21/12/11

Hemos visto, pero...


Hay cineastas que te cambian, no sé si la vida (creo que también), pero sí la forma de ver el cine. Quiero creer que escribir sobre ellos para descubrir (y des-cubrir y re-descubrir) sus películas, para despertar el deseo de verlas y prolongar ese deseo de la mirada en la yema de los dedos que teclean estas líneas justifica en buena medida esta escuela de los domingos.

Yasujiro Ozu

Escribir sobre Ozu, por ejemplo. Sobre esas películas suyas que, confinadas en lo doméstico, ensanchan los horizontes del cine, y me resultan cada vez más necesarias y, por qué no decirlo (no encuentro mejor expresión), más justas. Necesariamente justas y justamente necesarias. Recuerdo como si fuera ayer haber deambulado a medianoche por Tui después de ver (y grabar) en la 2 de TVE a finales de los ochenta Cuentos de Tokio (1953), mi primera película de Ozu, intentando decantar el cine que me había encendido la mirada. Y haber vuelto a casa y ver otra vez Cuentos de Tokio, ahora en una copia en VHS. Y haber pasado los días que siguieron con la película en la cabeza y con Ozu en la boca. Y haber escuchado no pocas veces en los años que siguieron -aun de quienes creía cinéfilos afines- que Cuentos de Tokio era lenta y allí no pasaba nada.

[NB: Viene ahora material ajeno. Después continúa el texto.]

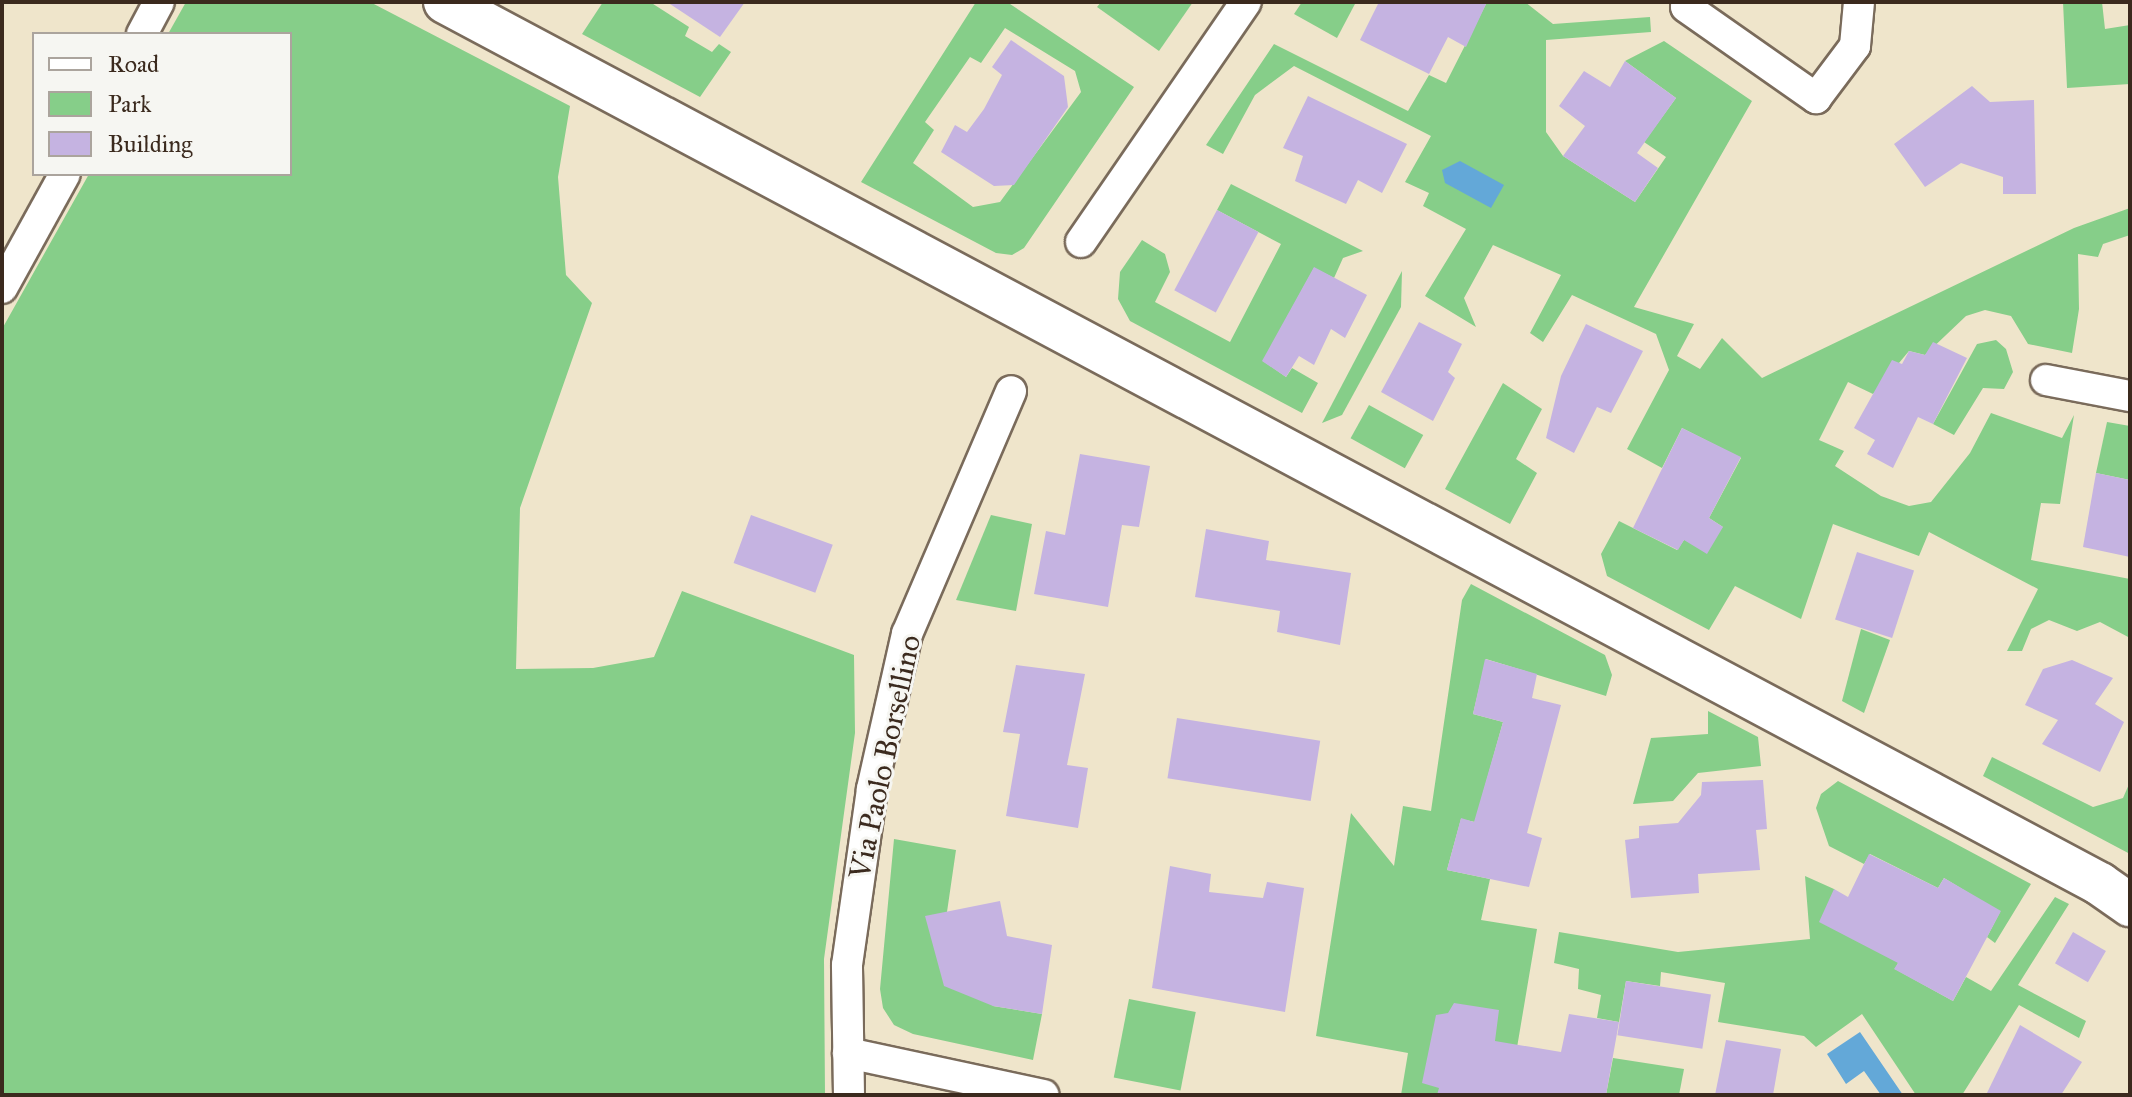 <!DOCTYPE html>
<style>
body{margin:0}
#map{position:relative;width:2132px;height:1097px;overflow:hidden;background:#efe5cb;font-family:"IM FELL Great Primer",serif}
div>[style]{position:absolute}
.green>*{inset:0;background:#86ce89;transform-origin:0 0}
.water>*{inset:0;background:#63a8d8}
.building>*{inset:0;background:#c5b3e1;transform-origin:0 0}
.roads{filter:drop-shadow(2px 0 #7a6b5b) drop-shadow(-2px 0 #7a6b5b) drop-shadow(0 2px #7a6b5b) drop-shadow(0 -2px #7a6b5b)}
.street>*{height:30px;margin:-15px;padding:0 15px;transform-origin:15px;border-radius:15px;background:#fff}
.secondary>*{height:42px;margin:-21px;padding:0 21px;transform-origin:21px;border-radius:21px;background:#fff}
span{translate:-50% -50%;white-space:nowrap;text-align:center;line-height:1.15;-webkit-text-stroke:6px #f6f6f2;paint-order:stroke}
.street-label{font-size:30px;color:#3b2a1e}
.frame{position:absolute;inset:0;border:4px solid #3b2a1e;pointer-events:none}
.legend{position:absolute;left:32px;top:32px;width:260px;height:144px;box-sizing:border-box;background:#f6f6f2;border:2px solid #aba49d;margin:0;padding:10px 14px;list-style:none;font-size:24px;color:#3b2a1e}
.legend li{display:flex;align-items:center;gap:16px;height:40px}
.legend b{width:40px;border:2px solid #aba49d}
</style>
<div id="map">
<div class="green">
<i style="clip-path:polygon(186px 2px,370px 2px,570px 106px,558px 177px,566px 275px,592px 303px,520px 508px,516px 669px,593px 668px,654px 657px,682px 591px,854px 655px,855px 733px,824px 959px,825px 1095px,2px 1095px,2px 329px,89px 174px,290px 174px,290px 34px,168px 34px)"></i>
<i style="clip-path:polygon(603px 2px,650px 2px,689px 27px,685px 36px,712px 52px,719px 44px,731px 52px,700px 97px,582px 34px)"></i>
<i style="clip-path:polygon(evenodd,976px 2px,1007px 2px,1134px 87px,1024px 248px,1012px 255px,996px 253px,861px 182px,976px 2px,1005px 28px,1075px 71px,1081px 92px,1000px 202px,973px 207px,913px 163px,934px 130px,925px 122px,970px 57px,981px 63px,1005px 28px)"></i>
<i style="clip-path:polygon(1101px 2px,1193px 2px,1159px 51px,1097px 7px)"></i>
<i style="clip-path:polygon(1302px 2px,1356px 2px,1337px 38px,1294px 14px)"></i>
<i style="clip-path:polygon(1487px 2px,1525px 2px,1553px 24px,1650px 17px,1651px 32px,1546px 40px,1546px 132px,1563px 156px,1635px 202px,1666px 157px,1644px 142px,1676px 98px,1625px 61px,1664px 41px,1752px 101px,1634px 307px,1694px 324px,1677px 356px,1700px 369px,1722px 338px,1762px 378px,2074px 228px,2130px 208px,2130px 235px,2103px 244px,2098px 257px,2078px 254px,2079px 309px,2072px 353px,2028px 344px,2011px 316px,1985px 310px,1966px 316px,1925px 355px,1909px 351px,1873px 394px,1848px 382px,1819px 440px,1844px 451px,1835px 466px,1881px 496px,1909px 506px,1931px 502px,1970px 453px,1991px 413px,2062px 438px,2074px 415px,2060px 504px,2041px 503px,2031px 560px,2130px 579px,2130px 638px,2100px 622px,2077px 631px,2049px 620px,2031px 629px,2022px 651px,2007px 651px,2038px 589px,1929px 532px,1919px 556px,1833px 524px,1801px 619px,1735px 586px,1709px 630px,1607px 576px,1601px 554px,1619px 521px,1677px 550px,1684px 540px,1723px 527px,1709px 518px,1741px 458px,1682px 428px,1662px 468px,1627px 449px,1669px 370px,1656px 334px,1572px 295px,1543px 342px,1530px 333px,1561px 275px,1493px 245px,1464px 298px,1476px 327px,1425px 296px,1466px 229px,1423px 206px,1429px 193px,1405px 182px,1431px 136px,1294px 66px,1255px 95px,1223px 154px,1206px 145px,1274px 44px,1408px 111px,1429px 75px,1446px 83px)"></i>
<i style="clip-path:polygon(2063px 2px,2102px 2px,2105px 29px,2130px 25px,2130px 84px,2067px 88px)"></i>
<i style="clip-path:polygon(1231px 184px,1363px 251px,1343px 258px,1334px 278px,1314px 268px,1263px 361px,1286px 377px,1292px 368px,1318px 383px,1302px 413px,1130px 321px,1118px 299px,1120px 272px,1142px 240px,1165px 254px,1170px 272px,1155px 302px,1230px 342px,1281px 244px,1217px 210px)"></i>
<i style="clip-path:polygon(1402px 271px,1401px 307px,1342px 415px,1322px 423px)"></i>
<i style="clip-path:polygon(1996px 340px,2006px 349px,2013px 372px,2004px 389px,1983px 388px,1954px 435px,1933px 424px,1977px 344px)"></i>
<i style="clip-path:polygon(1503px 383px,1542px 409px,1516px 459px,1537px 473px,1510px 524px,1445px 489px)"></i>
<i style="left:1369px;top:405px;width:62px;height:38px;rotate:29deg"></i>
<i style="clip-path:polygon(2107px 422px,2130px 426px,2130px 480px,2096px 473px)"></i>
<i style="clip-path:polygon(991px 515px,1032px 524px,1016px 611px,956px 600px)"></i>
<i style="clip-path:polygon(1471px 584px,1605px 655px,1612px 675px,1606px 696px,1486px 659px,1473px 714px,1503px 722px,1475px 822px,1461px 819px,1447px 870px,1490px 879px,1481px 920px,1537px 929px,1509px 1095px,1401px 1095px,1408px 1053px,1316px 1036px,1351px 813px,1394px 866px,1403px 806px,1431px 811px,1462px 600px)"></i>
<i style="clip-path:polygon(1861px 629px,1890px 640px,1864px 713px,1842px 701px)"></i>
<i style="clip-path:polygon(1708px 711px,1758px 737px,1761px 766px,1698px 773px,1673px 801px,1633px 804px,1651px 738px,1708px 734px)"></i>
<i style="clip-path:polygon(1992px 757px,2093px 807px,2123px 798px,2130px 782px,2130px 854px,1983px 776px)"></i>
<i style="clip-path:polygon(1838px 781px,2031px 884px,1995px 943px,1987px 937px,2000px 912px,1944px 878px,1938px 888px,1870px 854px,1864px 864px,1829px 846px,1816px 808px,1821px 794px)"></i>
<i style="clip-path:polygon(894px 839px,956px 850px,947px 912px,993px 1006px,1042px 1014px,1033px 1060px,913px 1034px,894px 1025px,883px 1008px,880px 989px)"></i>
<i style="clip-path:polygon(1805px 876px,1834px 889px,1905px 949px,1895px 969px,1953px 1001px,1966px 977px,1991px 991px,2055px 897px,2069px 904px,2018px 985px,2086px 1021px,2079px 1038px,2019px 1005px,1962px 1095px,1916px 1095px,1862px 1014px,1816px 1047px,1804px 1036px,1718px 1022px,1725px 983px,1661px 972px,1660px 986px,1626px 981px,1619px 1022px,1597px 1018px,1601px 995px,1578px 989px,1579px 969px,1554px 963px,1559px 932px,1678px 952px,1810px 939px)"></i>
<i style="left:1129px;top:999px;width:68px;height:80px;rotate:11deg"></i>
<i style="clip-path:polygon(1613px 1058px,1684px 1069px,1679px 1095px,1606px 1095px)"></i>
</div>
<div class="water">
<i style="clip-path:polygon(1460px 161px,1504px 185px,1491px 208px,1445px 183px,1442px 170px)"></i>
<i style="clip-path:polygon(1860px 1032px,1903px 1095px,1881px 1095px,1864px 1071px,1846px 1084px,1827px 1054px)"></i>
</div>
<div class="building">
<i style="clip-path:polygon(667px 2px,745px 2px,720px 37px)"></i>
<i style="clip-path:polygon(1379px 2px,1487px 2px,1466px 47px,1448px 37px,1429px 74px,1360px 40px)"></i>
<i style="clip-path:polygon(1011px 40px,1064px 76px,1068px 107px,1014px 185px,994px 186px,941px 152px,955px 125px,967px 132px,984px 109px,1002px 75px,992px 67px)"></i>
<i style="clip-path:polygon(1625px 61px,1676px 98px,1637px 153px,1658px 168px,1635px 202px,1563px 156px,1585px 126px,1559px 106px,1584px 71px,1610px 87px)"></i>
<i style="clip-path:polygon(1972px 86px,1990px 102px,2034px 100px,2036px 194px,2003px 194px,2003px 177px,1961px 163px,1925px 187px,1894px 144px)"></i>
<i style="clip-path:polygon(1308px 96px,1407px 144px,1382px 193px,1358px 180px,1346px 204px,1295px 181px,1303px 156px,1283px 148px)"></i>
<i style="left:1217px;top:210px;width:47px;height:91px;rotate:28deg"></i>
<i style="clip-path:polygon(1314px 267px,1367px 295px,1345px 338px,1331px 329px,1314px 365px,1299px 356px,1286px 377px,1262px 361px)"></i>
<i style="clip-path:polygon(1419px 322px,1462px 344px,1448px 372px,1455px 378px,1433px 421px,1381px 392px)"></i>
<i style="clip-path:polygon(1586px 324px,1643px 351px,1611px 413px,1597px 407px,1574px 453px,1546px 438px,1561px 376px)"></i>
<i style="clip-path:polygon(1933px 342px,1967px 358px,1933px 424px,1918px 417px,1893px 468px,1867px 454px,1875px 440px,1854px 428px,1892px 360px,1902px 364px,1909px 351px,1925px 355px)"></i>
<i style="clip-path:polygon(1682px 428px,1741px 457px,1709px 518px,1723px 527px,1707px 554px,1684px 540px,1678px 550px,1633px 528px)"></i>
<i style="clip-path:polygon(1080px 454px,1150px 466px,1139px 527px,1122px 525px,1108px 607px,1034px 594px,1046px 531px,1065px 535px)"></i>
<i style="clip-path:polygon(2096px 473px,2130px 480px,2130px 557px,2083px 547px)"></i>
<i style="left:751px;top:515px;width:87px;height:51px;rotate:20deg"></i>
<i style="clip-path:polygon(1206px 529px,1269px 541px,1266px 560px,1351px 573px,1340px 645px,1277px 632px,1280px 611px,1195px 597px)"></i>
<i style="left:1857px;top:552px;width:60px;height:71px;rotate:18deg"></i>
<i style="clip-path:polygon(1485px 659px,1537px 674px,1532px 698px,1561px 705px,1527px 833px,1542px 838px,1529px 887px,1447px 870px,1461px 818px,1474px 822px,1503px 722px,1473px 714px)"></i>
<i style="clip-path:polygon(2072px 660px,2113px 678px,2095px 704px,2124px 722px,2100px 772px,2042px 744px,2058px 720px,2025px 705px,2043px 669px)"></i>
<i style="clip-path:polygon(1016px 665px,1085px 674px,1067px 765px,1088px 768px,1078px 828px,1006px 816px,1020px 734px,1003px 732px)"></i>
<i style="left:1177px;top:718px;width:145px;height:61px;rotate:9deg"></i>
<i style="clip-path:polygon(1763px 780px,1767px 829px,1756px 830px,1760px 870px,1698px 874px,1699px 893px,1631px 898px,1625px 840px,1639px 838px,1639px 826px,1678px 823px,1701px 795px,1702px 782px)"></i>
<i style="clip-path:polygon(1869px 854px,1938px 888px,1944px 878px,2001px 911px,1953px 1001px,1894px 969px,1898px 963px,1819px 922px,1834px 889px,1848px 897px)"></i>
<i style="clip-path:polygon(1170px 866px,1211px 874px,1209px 892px,1263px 898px,1267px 882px,1304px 888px,1285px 1012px,1152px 988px)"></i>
<i style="clip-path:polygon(1000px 901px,1007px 936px,1052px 945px,1042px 1014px,993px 1006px,944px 986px,925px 916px)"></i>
<i style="left:2073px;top:932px;width:38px;height:36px;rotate:30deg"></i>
<i style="left:1626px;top:981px;width:86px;height:55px;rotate:9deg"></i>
<i style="clip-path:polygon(1454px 1003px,1499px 1010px,1495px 1041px,1561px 1052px,1569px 1014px,1619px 1022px,1606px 1095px,1437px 1095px,1439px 1088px,1422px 1083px,1436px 1015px,1448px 1013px)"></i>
<i style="clip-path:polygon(2020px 1025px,2082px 1062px,2061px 1095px,1986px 1095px)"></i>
<i style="clip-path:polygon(1726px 1040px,1781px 1049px,1773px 1095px,1715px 1095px)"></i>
</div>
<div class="roads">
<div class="street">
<i style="left:1690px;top:2px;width:6px;rotate:129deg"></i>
<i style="left:1686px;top:7px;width:159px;rotate:35deg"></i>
<i style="left:1816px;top:98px;width:65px;rotate:-53.1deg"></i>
<i style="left:1855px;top:46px;width:44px;rotate:-84.8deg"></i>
<i style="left:142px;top:34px;width:36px;rotate:-62deg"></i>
<i style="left:1081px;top:242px;width:291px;rotate:-55.5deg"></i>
<i style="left:2px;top:288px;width:130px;rotate:-61.1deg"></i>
<i style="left:2046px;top:380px;width:86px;rotate:10.8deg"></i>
<i style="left:848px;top:1053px;width:200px;rotate:12.1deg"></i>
<i style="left:849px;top:1095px;width:130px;rotate:-90.9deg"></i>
<i style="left:847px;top:965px;width:178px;rotate:-81.9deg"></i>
<i style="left:872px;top:789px;width:159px;rotate:-77.3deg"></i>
<i style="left:907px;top:634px;width:264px;rotate:-66.8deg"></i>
</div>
<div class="secondary">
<i style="left:445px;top:2px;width:1875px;rotate:28.05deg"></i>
<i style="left:2100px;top:884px;width:37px;rotate:35deg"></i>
</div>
</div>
<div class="street-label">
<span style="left:885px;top:757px;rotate:-78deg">Via Paolo Borsellino</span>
</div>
<div class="frame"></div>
<ul class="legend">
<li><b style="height:10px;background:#fff"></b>Road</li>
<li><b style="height:22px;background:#86ce89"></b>Park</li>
<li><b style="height:22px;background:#c5b3e1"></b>Building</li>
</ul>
</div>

Yasujiro Ozu entre Setsuko Hara y Chieko Higashiyama 
en el rodaje de Cuentos de Tokio

Cómo detestaba que alguien despachara como lentas las películas de Ozu -y de Murnau, Dreyer, Bresson, Tanner, Tarkovski o Kiarostami- que tanto me gustaban y tan inagotables devenían. Nunca entendí el adjetivo lento aplicado al cine. Una película puede ser buena o mala, divertida o tediosa, pero lenta... Y aunque sigo pensando que la lentitud no es un criterio para calificar las películas sino apenas un elemento a valorar, con el tiempo, mira por dónde, acabé resignándome a aceptar que simplemente percibimos -y vivimos- el tempo (o sea, el compás o el aire) del cine de forma distinta. Pongamos por caso una película -de esas que nadie consideraría lenta- que no dejará huella en uno, pero es relativamente reciente -y supongo que muy conocida- como Origen (2010) y de un director de reconocido prestigio como Christopher Nolan; pues bien, a mí me resulta lenta la escena del asalto a la -llamémosle- fortaleza, quiero decir que me resulta eterna, me cansan tantos tiros, como me cansan la mayoría de las escenas de combates de kung fu en ambas entregas de Kill Bill (2003 y 2004) de Tarantino -que tampoco nadie calificaría como lentas-, sin embargo no me parecen lentas las escenas a cámara lenta de aquélla ni las eternas escenas de diálogo de éstas. Pero en aquellos días me entregaba a la causa de Ozu como si de una trinchera del cine se tratara -y quizá se trataba de eso- y defendía su cine aunque torpe y apasionadamente por un conocimiento no sólo insuficiente sino precario: apenas había podido ver otra película suya, la encantadora Buenos días (1959), si no recuerdo mal, en la 2 de TVE a principios de los noventa.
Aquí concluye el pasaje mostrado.